Secondly, and contrary to our current misreading of Hegel, the subjection of “pre-reflective bonds” to rational examination does not necessarily entail the cultural Marxist idea that everything is “socially constructed” or that only “propositional values” can be said to be acceptable as the uniting bonds of a nation. Thinking critically about “prereflective bonds” means that these bonds can no longer be seen as unknowable, mysterious forces that control the affairs of men; it means that we now know their nature, that we can explain why we individuals tend to be attached to people of their own ethnicity and historical lineage. It means that we have rationally explained studies about in-group attachments, biological dispositions, and genetic determinants [13]. It means that we can see that leftist communitarians are deceivers, that the cosmopolitan universal values our current elites advocate are not rationally based, but have been concocted by rootless cosmopolitan academics and politicians engage in the deliberate misreading of the great thinkers of the past to promote the insane idea that European ethnic identity is inherently violent and exclusionary, even though only Europeans are responsible for modernity and even though there is now substantial evidence showing that humans are genetically inclined to prefer their own ethnic in-group and that diversity is coming with an incredible cost in the form of systematic rapes, social disunity, suppression of rational debate, illiberal controls, and economic/environmental costs.


[1] Victor Davis Hanson, The Other Greeks. The Family Farm and the Agrarian Roots of Western Civilization (1999), pp. 5-6.

[2] Jurgen Habermas, Communication and the Evolution of Society (1979), p. 77.

[3] Bruno Snell, The Discovery of the Mind. The Greek Origins of European Thought (1953), pp. 32, 28.

[4] Ibid., pp. 47-8.

[5] E.H. Gombrich, The Story of Art (1950), pp. 55,72.

[6] Peter Osier, ed., The History of Western Sculpture (2016), p. 40.

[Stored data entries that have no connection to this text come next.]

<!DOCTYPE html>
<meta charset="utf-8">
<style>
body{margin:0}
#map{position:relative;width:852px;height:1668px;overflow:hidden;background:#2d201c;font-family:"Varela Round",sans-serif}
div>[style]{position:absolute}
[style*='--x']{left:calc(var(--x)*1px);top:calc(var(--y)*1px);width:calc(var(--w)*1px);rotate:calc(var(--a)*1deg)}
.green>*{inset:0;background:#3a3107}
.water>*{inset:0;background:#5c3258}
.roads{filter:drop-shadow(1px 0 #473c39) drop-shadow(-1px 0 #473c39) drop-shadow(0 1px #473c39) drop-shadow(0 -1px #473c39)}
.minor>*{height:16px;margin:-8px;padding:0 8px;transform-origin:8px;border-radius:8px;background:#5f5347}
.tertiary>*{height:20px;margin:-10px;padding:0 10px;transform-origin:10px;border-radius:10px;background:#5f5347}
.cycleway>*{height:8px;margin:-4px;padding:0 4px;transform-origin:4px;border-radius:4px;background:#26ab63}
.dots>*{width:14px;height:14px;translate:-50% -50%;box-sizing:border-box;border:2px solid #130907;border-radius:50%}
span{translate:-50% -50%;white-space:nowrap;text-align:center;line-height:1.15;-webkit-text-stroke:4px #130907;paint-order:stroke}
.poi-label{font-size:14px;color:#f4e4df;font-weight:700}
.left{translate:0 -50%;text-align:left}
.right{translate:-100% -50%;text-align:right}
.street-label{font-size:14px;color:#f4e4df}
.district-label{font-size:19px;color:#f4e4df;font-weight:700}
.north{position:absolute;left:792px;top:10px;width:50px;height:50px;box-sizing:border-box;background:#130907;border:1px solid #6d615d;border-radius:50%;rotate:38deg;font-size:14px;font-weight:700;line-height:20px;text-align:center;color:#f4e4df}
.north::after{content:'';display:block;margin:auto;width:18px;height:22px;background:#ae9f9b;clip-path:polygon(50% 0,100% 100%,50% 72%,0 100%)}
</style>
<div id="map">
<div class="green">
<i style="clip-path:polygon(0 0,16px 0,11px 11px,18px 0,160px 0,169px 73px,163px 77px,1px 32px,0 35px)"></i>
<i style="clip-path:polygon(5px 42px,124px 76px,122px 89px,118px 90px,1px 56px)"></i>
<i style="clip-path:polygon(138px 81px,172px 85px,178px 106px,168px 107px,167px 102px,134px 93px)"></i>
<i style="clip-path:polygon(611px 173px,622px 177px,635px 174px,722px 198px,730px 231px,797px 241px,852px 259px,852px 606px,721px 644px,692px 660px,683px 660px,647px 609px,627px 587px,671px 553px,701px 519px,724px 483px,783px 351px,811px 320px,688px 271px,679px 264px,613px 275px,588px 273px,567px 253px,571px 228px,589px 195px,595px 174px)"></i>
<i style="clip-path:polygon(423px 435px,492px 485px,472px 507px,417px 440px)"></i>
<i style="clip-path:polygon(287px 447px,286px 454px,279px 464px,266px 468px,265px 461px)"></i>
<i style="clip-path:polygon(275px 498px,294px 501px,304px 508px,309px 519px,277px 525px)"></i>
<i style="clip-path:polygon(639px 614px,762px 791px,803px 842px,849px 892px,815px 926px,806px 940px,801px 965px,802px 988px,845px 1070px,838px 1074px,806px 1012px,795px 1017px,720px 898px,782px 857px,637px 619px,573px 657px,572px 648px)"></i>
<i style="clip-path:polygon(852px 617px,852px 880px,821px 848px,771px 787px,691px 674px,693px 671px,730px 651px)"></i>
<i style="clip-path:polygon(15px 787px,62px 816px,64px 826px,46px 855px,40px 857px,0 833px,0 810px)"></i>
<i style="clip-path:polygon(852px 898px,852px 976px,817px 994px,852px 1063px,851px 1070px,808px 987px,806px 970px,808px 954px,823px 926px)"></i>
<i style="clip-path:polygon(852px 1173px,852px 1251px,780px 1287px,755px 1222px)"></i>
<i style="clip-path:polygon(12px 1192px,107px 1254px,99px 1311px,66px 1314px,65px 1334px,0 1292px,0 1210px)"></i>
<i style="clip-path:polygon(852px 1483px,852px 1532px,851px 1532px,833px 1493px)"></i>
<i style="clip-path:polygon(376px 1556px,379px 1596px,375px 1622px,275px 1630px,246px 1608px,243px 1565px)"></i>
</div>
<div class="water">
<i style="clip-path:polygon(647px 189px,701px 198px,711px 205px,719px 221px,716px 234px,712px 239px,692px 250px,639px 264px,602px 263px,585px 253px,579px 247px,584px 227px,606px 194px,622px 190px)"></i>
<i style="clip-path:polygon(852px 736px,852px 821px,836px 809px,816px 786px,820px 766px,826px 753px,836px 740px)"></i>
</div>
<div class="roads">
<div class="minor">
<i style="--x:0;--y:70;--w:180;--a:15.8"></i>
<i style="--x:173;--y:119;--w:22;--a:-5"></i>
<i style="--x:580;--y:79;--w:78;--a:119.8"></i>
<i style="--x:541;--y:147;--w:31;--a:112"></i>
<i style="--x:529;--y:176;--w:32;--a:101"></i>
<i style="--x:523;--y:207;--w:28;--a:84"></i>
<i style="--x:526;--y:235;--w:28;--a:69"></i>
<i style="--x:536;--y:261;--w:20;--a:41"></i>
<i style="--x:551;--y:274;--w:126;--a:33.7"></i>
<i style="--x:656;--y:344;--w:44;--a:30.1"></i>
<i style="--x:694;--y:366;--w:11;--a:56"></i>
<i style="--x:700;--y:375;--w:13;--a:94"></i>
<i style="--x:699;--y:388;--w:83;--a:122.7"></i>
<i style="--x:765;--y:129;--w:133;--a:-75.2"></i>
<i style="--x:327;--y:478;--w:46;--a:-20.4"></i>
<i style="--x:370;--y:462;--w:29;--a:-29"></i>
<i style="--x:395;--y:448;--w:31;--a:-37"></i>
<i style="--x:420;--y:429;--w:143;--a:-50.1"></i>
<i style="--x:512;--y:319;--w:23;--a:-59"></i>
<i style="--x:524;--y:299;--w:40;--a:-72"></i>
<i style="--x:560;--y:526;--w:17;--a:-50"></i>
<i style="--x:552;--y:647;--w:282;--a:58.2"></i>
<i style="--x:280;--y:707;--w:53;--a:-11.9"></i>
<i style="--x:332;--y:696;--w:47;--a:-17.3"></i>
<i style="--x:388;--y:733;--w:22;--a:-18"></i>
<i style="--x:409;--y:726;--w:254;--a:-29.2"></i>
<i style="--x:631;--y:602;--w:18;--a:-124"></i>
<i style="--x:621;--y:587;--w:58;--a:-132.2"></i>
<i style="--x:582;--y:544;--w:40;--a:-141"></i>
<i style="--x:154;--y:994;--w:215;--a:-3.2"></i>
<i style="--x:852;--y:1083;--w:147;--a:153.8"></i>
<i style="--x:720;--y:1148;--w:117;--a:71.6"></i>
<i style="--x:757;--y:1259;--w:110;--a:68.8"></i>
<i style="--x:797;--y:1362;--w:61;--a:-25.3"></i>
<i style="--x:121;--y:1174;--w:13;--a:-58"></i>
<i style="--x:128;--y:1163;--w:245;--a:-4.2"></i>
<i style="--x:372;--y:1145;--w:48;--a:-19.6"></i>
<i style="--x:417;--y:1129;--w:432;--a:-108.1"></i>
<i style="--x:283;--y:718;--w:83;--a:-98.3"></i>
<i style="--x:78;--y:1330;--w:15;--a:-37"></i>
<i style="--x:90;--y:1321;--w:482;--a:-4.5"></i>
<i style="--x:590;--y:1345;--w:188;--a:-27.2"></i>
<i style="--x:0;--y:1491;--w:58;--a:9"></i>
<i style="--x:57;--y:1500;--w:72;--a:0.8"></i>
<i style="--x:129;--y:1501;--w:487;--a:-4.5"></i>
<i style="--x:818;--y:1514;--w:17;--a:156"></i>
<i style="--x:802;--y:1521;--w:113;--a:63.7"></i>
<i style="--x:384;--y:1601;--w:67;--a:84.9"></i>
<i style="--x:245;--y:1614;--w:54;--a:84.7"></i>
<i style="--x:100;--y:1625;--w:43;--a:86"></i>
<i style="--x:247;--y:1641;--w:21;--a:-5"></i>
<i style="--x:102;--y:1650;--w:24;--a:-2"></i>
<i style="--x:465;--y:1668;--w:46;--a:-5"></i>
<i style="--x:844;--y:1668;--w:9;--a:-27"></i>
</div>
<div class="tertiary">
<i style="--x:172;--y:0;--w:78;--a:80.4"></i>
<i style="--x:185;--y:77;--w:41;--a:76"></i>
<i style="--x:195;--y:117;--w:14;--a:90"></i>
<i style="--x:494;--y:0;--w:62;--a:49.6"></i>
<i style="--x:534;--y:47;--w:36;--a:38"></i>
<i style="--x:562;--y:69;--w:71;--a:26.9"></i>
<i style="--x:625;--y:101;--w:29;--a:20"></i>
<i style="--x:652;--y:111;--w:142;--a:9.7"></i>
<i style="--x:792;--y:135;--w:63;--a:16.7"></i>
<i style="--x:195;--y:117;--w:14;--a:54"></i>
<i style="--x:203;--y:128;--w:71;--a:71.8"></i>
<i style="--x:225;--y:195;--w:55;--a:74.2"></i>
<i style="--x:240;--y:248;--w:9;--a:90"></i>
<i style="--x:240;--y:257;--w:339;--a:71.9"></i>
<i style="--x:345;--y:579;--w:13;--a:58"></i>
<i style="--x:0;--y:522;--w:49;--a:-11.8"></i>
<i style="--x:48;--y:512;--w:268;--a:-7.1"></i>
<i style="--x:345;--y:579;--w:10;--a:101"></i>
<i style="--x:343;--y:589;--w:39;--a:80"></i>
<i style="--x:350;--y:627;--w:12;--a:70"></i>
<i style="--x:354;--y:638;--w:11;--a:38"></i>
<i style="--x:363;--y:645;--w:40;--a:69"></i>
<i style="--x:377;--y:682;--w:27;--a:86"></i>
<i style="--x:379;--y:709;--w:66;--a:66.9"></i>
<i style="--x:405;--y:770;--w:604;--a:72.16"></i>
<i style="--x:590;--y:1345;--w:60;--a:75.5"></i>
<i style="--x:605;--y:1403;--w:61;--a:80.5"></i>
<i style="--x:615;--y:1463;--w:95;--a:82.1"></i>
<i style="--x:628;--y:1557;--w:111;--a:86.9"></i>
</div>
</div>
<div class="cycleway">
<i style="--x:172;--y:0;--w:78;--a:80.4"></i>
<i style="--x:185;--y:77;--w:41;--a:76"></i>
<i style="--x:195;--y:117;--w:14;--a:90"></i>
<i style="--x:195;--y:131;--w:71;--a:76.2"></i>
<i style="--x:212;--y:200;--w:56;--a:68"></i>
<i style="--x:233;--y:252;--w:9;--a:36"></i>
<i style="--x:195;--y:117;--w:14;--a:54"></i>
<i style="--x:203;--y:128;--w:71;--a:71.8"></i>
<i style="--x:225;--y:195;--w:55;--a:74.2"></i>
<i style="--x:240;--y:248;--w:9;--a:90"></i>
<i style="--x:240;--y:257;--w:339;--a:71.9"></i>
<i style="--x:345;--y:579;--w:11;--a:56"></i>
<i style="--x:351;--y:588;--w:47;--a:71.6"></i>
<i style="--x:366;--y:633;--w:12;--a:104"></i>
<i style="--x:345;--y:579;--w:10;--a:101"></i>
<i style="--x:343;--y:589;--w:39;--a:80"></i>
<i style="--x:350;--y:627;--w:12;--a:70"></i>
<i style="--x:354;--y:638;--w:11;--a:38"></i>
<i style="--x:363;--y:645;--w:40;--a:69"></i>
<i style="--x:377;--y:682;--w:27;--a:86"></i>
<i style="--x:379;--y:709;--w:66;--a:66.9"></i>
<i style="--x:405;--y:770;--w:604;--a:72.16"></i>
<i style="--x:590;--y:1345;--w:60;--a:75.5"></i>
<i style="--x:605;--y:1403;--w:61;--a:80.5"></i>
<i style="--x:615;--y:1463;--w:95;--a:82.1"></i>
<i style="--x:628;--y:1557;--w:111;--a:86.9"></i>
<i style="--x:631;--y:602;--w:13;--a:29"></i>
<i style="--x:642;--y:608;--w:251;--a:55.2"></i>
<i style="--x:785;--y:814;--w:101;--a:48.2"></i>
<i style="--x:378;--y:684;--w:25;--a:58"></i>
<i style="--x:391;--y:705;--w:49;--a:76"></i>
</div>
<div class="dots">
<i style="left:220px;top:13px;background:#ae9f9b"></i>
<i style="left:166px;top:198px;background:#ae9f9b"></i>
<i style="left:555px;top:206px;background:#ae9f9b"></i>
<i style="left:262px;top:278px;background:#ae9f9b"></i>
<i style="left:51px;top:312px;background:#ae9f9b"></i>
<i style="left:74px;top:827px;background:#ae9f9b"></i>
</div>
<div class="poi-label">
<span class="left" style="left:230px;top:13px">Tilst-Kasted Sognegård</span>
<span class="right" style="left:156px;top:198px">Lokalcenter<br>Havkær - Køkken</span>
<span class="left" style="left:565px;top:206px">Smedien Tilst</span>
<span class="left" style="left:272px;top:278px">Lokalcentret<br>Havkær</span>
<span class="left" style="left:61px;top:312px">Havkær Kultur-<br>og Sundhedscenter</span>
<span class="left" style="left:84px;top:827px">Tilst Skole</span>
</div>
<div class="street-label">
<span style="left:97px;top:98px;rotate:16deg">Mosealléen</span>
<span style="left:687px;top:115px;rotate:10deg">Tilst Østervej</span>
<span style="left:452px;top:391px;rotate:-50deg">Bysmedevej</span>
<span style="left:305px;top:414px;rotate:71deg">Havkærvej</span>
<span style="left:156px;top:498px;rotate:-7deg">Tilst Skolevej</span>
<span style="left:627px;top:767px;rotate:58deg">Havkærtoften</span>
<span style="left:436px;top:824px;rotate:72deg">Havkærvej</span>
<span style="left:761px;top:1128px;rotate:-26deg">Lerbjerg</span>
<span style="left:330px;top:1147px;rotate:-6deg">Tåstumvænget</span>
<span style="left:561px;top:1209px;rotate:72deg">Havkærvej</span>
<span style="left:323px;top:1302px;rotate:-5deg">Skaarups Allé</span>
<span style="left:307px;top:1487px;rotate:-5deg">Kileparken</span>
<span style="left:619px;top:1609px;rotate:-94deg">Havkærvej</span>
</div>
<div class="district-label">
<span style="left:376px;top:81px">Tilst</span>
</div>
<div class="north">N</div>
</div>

[7] Aaron Gurevich, The Origins of European Individualism (1995), p. 16.

[8] Henry Osborne Taylor, The Medieval Mind: A History of the Development of Thought and Emotion in the Middle Ages, Vol. 1 (1919), pp. 138-168.

[9] Alexander Dugin (2012). The Fourth Political Theory (2012), pp. 18, 74.

[10] Hegel’s Philosophy of Mind. Being Part Three of the Encyclopedia of the Philosophical Sciences [1830]. Trans. William Wallace (1972) p. 45.

[11] See Dominico Losurdo, Hegel and the Freedom of the Moderns (Duke University Press, 2004); Frederick Neuhouser, Foundation of Hegel’s Social Theory (Harvard University Press, 2000); Fred Dallmayr, G.W.F Hegel: Modernity and Politics (SAGE Publications, 1993); and Shlomo Avineri, Hegel’s Theory of the Modern State (Cambridge University Press, 1972).

[12] Frederick Neuhouser, p. 138.

[13] I am taking Hegelian reason as far as possible while aware that we ultimately don’t know why the universe exists in the first place; why there is being instead of nothing. There are limits to reason, but Europeans today can speak rationally about these limits and what’s beyond reason.